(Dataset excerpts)
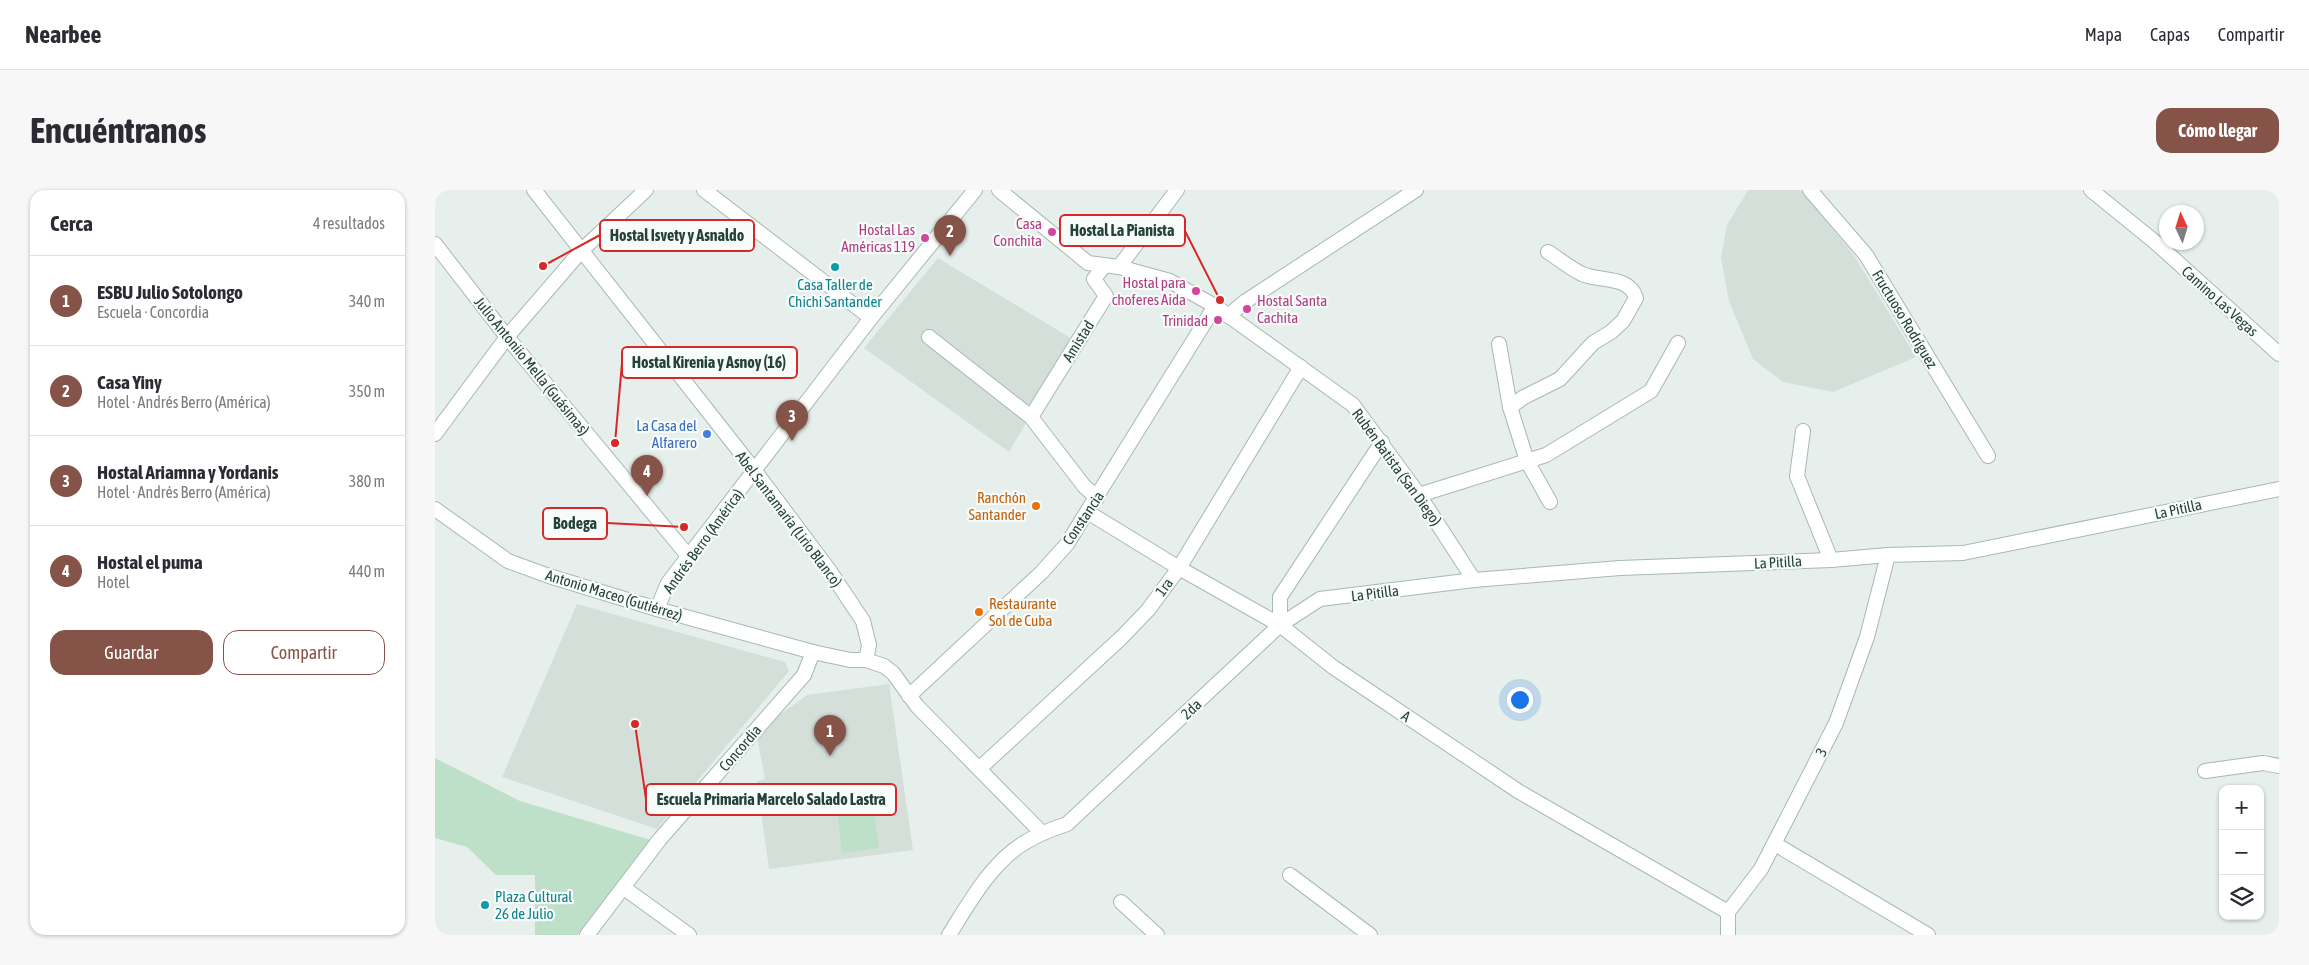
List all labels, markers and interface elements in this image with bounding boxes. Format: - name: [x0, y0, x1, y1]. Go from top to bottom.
- text: Nearbee: [25, 21, 101, 48]
- text: Mapa: [2085, 24, 2122, 45]
- text: Capas: [2150, 24, 2190, 45]
- text: Compartir: [2218, 24, 2284, 45]
- button: Cómo llegar: [2156, 108, 2279, 153]
- text: Encuéntranos: [30, 110, 206, 150]
- north arrow: [2159, 205, 2204, 250]
- text: Cerca: [50, 211, 93, 235]
- text: 4 resultados: [313, 214, 385, 232]
- pin: 2: [934, 215, 966, 256]
- place label: Casa Conchita: [993, 215, 1042, 249]
- callout: Hostal La Pianista: [1060, 215, 1185, 246]
- callout: Hostal Isvety y Asnaldo: [600, 220, 754, 251]
- place label: Hostal Las Américas 119: [841, 221, 915, 255]
- text: Hostal La Pianista: [1070, 221, 1174, 239]
- text: Hostal Isvety y Asnaldo: [610, 226, 745, 244]
- marker: Casa Conchita: [1046, 226, 1058, 238]
- marker: Hostal Las Américas 119: [919, 232, 931, 244]
- marker: Casa Taller de Chichi Santander: [829, 261, 841, 273]
- street label: Camino Las Vegas: [2178, 262, 2262, 340]
- street label: Fructuoso Rodríguez: [1869, 267, 1941, 372]
- place label: Hostal para choferes Aida: [1112, 274, 1186, 308]
- place label: Casa Taller de Chichi Santander: [788, 276, 882, 310]
- text: ESBU Julio Sotolongo: [97, 281, 243, 303]
- marker: Hostal para choferes Aida: [1190, 285, 1202, 297]
- text: 1: [62, 292, 70, 310]
- text: 340 m: [349, 292, 385, 310]
- place label: Hostal Santa Cachita: [1257, 292, 1327, 326]
- street label: Julio Antoniio Mella (Guásimas): [471, 294, 593, 438]
- text: Escuela · Concordia: [97, 303, 209, 321]
- marker: Hostal Santa Cachita: [1241, 303, 1253, 315]
- place label: Trinidad: [1163, 312, 1208, 329]
- marker: Trinidad: [1212, 314, 1224, 326]
- street label: Amistad: [1059, 317, 1097, 365]
- callout: Hostal Kirenia y Asnoy (16): [622, 347, 797, 378]
- text: Hostal Kirenia y Asnoy (16): [632, 353, 786, 371]
- text: Casa Yiny: [97, 371, 162, 393]
- text: 2: [62, 382, 70, 400]
- text: 350 m: [349, 382, 385, 400]
- text: Hotel · Andrés Berro (América): [97, 393, 271, 411]
- pin: 3: [776, 400, 808, 441]
- street label: Rubén Batista (San Diego): [1349, 405, 1445, 529]
- place label: La Casa del Alfarero: [636, 417, 697, 451]
- marker: La Casa del Alfarero: [701, 428, 713, 440]
- street label: Abel Santamaría (Lirio Blanco): [733, 448, 845, 590]
- pin: 4: [631, 455, 663, 496]
- text: Hostal Ariamna y Yordanis: [97, 461, 279, 483]
- text: 3: [62, 472, 70, 490]
- text: 380 m: [349, 472, 385, 490]
- text: Hotel · Andrés Berro (América): [97, 483, 271, 501]
- street label: Andrés Berro (América): [659, 486, 747, 596]
- street label: Constancia: [1059, 488, 1107, 548]
- place label: Ranchón Santander: [969, 489, 1027, 523]
- street label: La Pitilla: [2153, 496, 2203, 522]
- marker: Ranchón Santander: [1030, 500, 1042, 512]
- callout: Bodega: [543, 508, 607, 539]
- text: Bodega: [553, 514, 597, 532]
- text: Hostal el puma: [97, 551, 203, 573]
- street label: La Pitilla: [1754, 552, 1802, 572]
- text: 4: [62, 562, 70, 580]
- text: 440 m: [349, 562, 385, 580]
- street label: Antonio Maceo (Gutiérrez): [544, 566, 684, 624]
- text: Hotel: [97, 573, 130, 591]
- street label: 1ra: [1152, 575, 1176, 599]
- street label: La Pitilla: [1350, 582, 1400, 604]
- place label: Restaurante Sol de Cuba: [989, 595, 1057, 629]
- marker: Restaurante Sol de Cuba: [973, 606, 985, 618]
- button: Guardar: [50, 630, 213, 675]
- button: Compartir: [223, 630, 385, 675]
- your location: [1507, 687, 1533, 713]
- street label: 2da: [1177, 696, 1205, 722]
- street label: A: [1398, 707, 1414, 725]
- pin: 1: [814, 715, 846, 756]
- street label: Concordia: [715, 721, 765, 775]
- street label: 3: [1812, 745, 1830, 759]
- callout: Escuela Primaria Marcelo Salado Lastra: [646, 784, 896, 815]
- map controls: [2219, 785, 2264, 920]
- button: +: [2219, 785, 2264, 830]
- text: Escuela Primaria Marcelo Salado Lastra: [656, 790, 886, 808]
- button: −: [2219, 830, 2264, 875]
- button: layers: [2219, 875, 2264, 920]
- place label: Plaza Cultural 26 de Julio: [495, 888, 572, 922]
- marker: Plaza Cultural 26 de Julio: [479, 899, 491, 911]

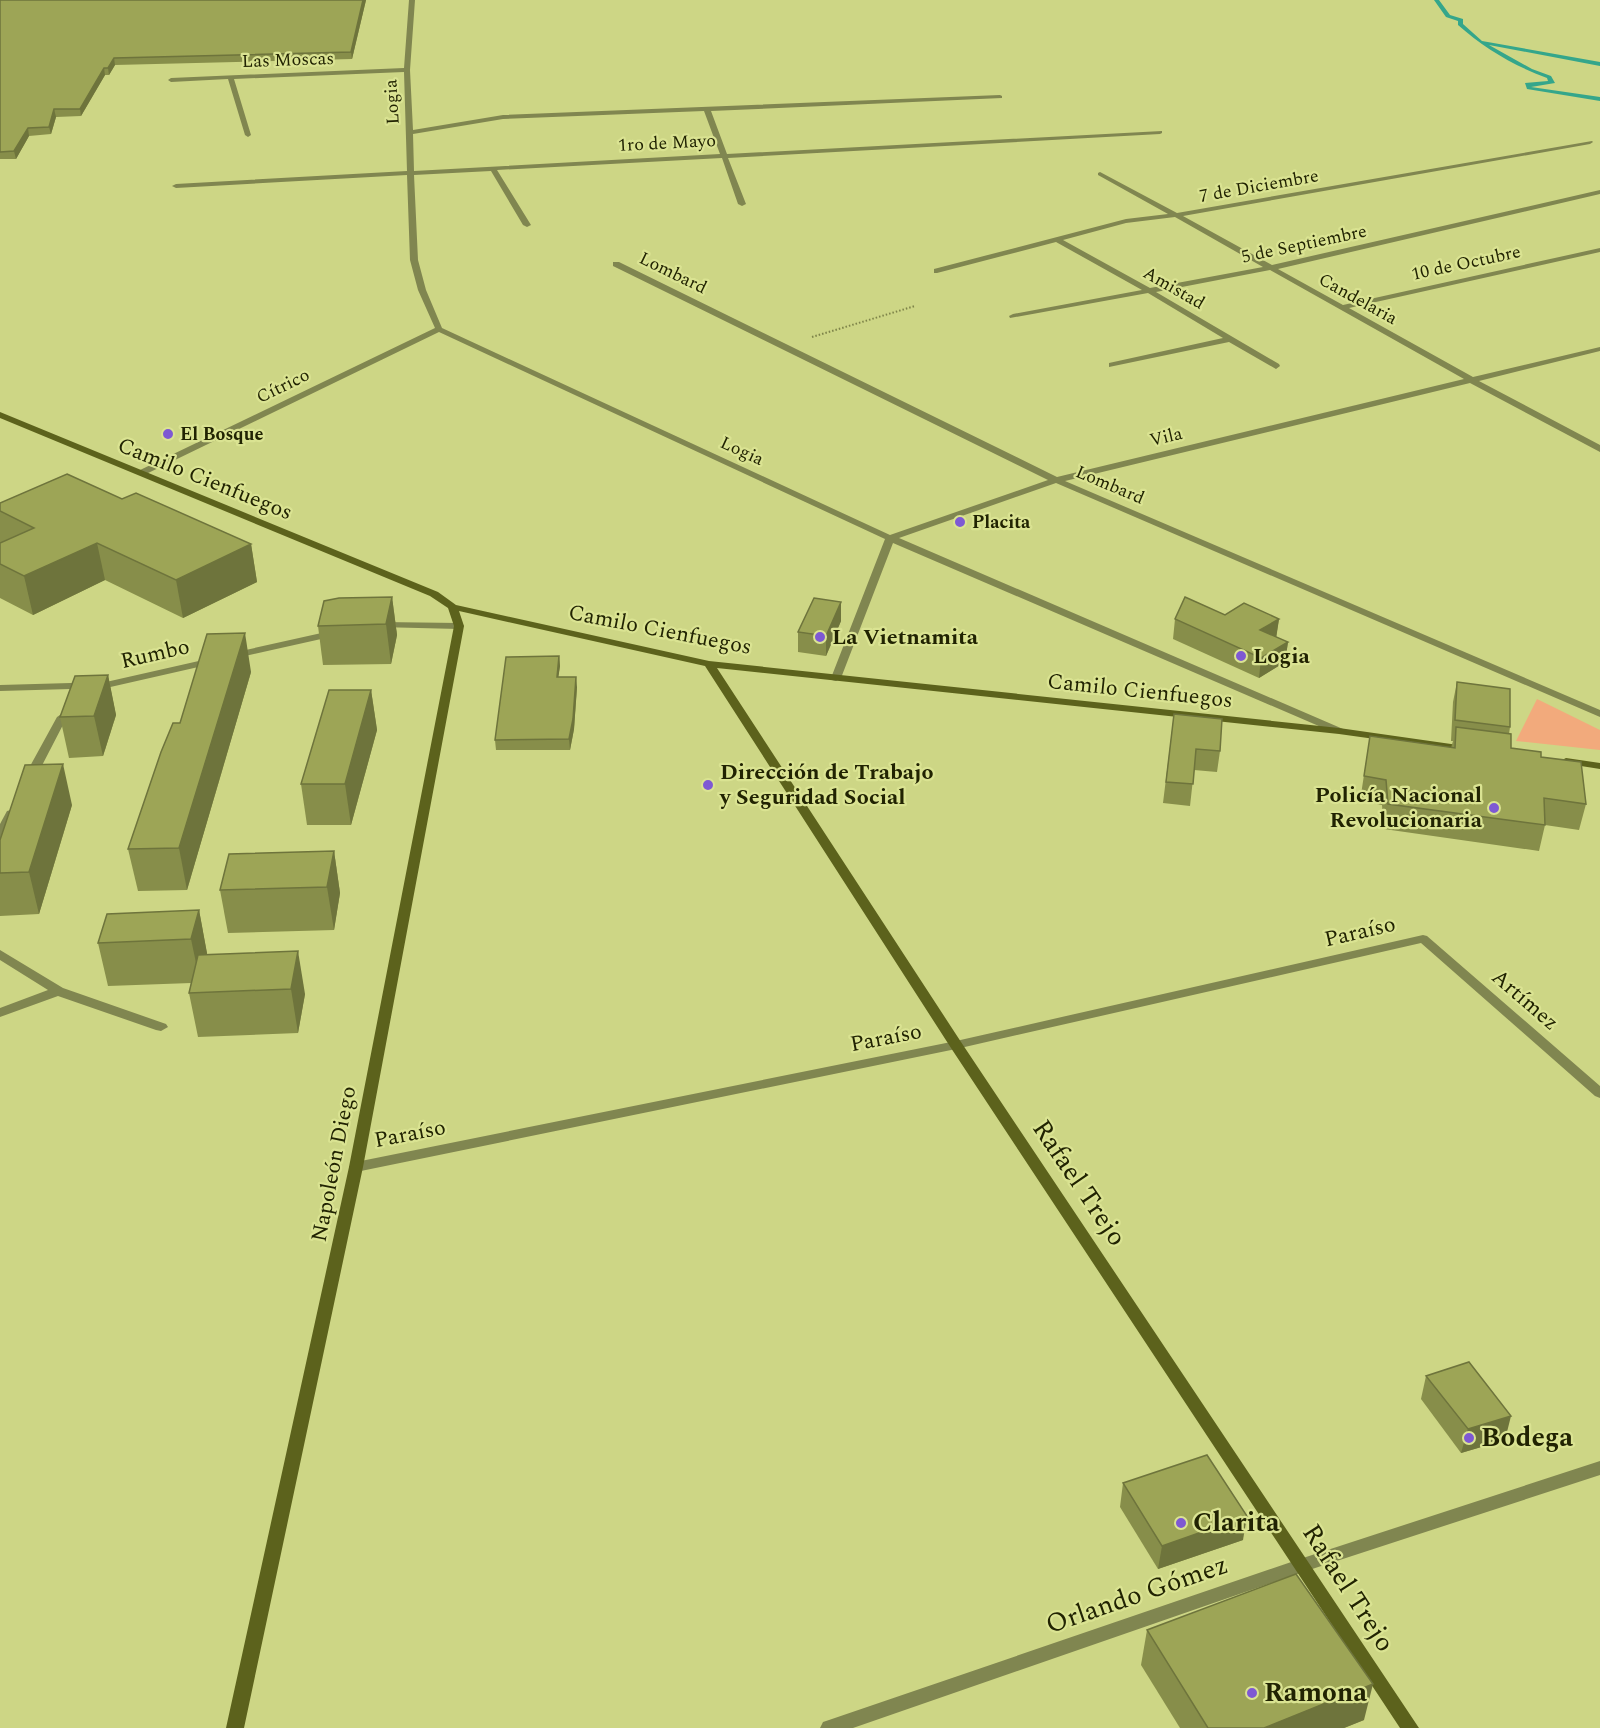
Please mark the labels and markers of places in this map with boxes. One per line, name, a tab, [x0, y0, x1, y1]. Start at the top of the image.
place label: El Bosque	[180, 421, 263, 448]
marker: El Bosque	[161, 427, 175, 441]
place label: Placita	[972, 509, 1031, 536]
marker: Placita	[953, 515, 967, 529]
place label: La Vietnamita	[832, 621, 979, 654]
marker: La Vietnamita	[813, 630, 827, 644]
place label: Logia	[1253, 640, 1311, 673]
marker: Logia	[1234, 649, 1248, 663]
place label: Dirección de Trabajo y Seguridad Social	[719, 756, 933, 814]
marker: Dirección de Trabajo y Seguridad Social	[701, 778, 715, 792]
place label: Policía Nacional Revolucionaria	[1315, 779, 1483, 837]
marker: Policía Nacional Revolucionaria	[1487, 801, 1501, 815]
place label: Bodega	[1481, 1417, 1573, 1459]
marker: Bodega	[1462, 1431, 1476, 1445]
place label: Clarita	[1193, 1502, 1280, 1544]
marker: Clarita	[1174, 1516, 1188, 1530]
place label: Ramona	[1264, 1672, 1367, 1714]
marker: Ramona	[1245, 1686, 1259, 1700]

* _YOUR GOAL_
Nothing before the line containing "Please mark the" should be repeated; repeat that line and all later lines through the end of the data above, exactly.

* _EXPECTED ANSWER_
Please mark the labels and markers of places in this map with boxes. One per line, name, a tab, [x0, y0, x1, y1]. Start at the top of the image.
place label: El Bosque	[180, 421, 263, 448]
marker: El Bosque	[161, 427, 175, 441]
place label: Placita	[972, 509, 1031, 536]
marker: Placita	[953, 515, 967, 529]
place label: La Vietnamita	[832, 621, 979, 654]
marker: La Vietnamita	[813, 630, 827, 644]
place label: Logia	[1253, 640, 1311, 673]
marker: Logia	[1234, 649, 1248, 663]
place label: Dirección de Trabajo y Seguridad Social	[719, 756, 933, 814]
marker: Dirección de Trabajo y Seguridad Social	[701, 778, 715, 792]
place label: Policía Nacional Revolucionaria	[1315, 779, 1483, 837]
marker: Policía Nacional Revolucionaria	[1487, 801, 1501, 815]
place label: Bodega	[1481, 1417, 1573, 1459]
marker: Bodega	[1462, 1431, 1476, 1445]
place label: Clarita	[1193, 1502, 1280, 1544]
marker: Clarita	[1174, 1516, 1188, 1530]
place label: Ramona	[1264, 1672, 1367, 1714]
marker: Ramona	[1245, 1686, 1259, 1700]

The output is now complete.